Nuclear Connection Project
NCP Notes

Moon Tests - Nuclear

Date: Sat, 08 Jun 2002 12:52:44 -0400 
Subject: Re: Any credibility? 
From: joel carpenter <> 

I lurk on an email list for international space projects that's frequented by a number of space journalists and government experts (I just lurk!! :)) and over the course of the last couple of years there have been several exchanges between the members about claims of secret deep-space nuclear detonations during the early space race era. One member is a former NSA analyst (after seeing his website and postings I believe him) and claims that he was privy to intercepted communications about these tests (presumably Soviet but he won't elaborate since it's all still classified).
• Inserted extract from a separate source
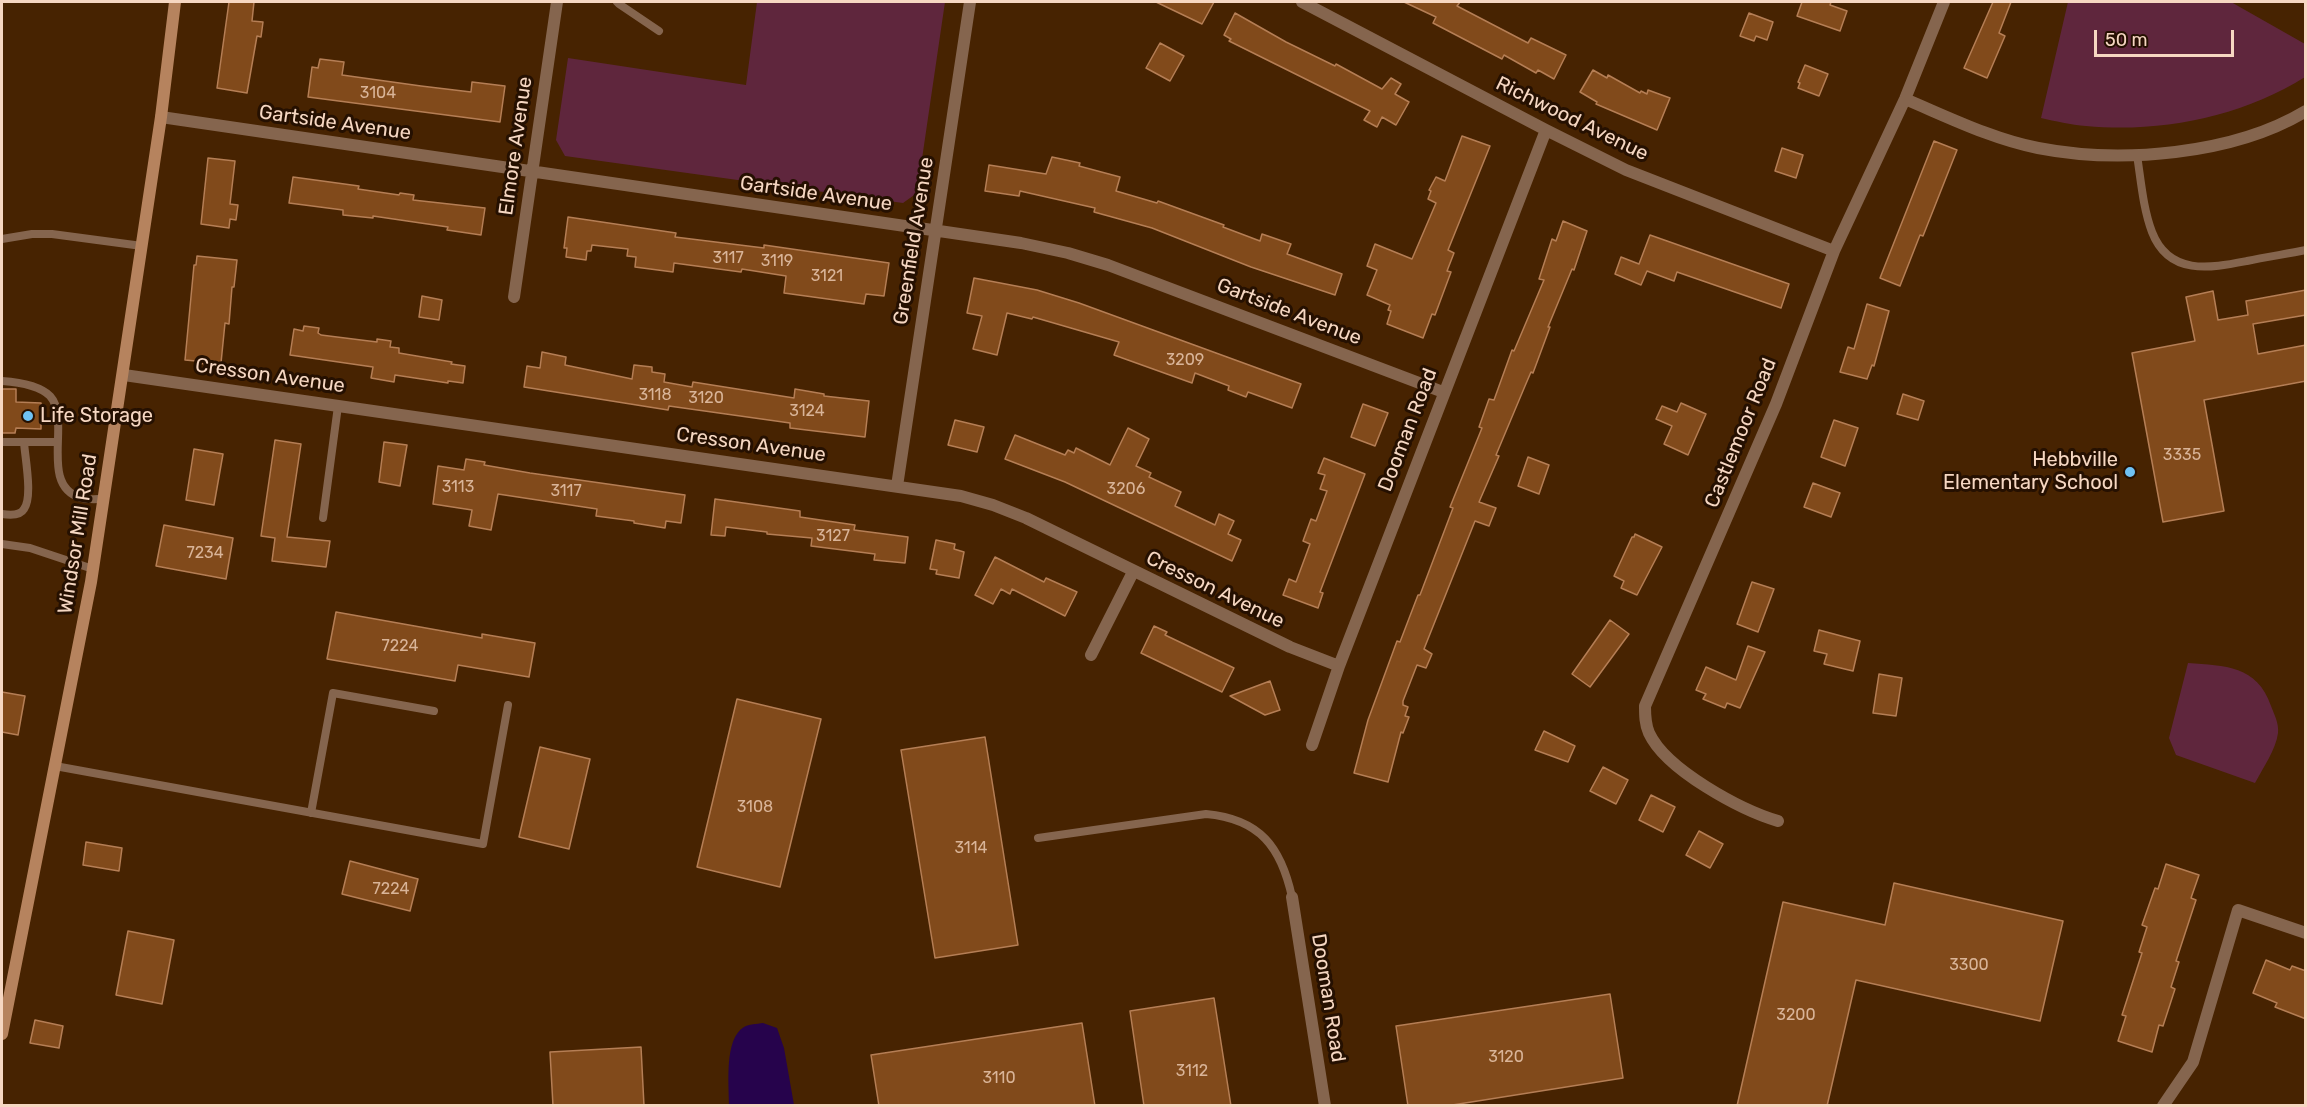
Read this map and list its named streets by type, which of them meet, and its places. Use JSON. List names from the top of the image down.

Other members of the list publicly doubt the story but he insists this occurred and he saw reports. 

I doubt an actual moon shot occurred, since it would be pretty hard to conceal if it was done secretly. 


> I have several newspaper articles about the "moon test". The original source 
> of this story was a letter from physicist Leonard Reiffel published in the 
> journal Nature, May 4, 2000. According to the newspaper articles the test 
> was scuttled by the Air Force due to the inherent dangers of launching the 
> warhead on a rocket (reliability). Carl Sagan is said to have been on the 10 
> person team to study the possible affects of the dust and debris cloud 
> ejecting out to space and to determine if there were any organic molecules 
> released. Also suggested is that he may have revealed the project (security 
> breach) in an application for an academic fellowship. Could this breach have 
> had a role in the scuttle? 

> Colonel Ross Dedrickson claims that the moon test launch actually took 
> place. In Greer's book, he also claims there was a nuclear atmospheric test 
> out in the Pacific in '61. My information on tests indicates there were no 
> atmospheric tests due to the moratorium ('58-'62). 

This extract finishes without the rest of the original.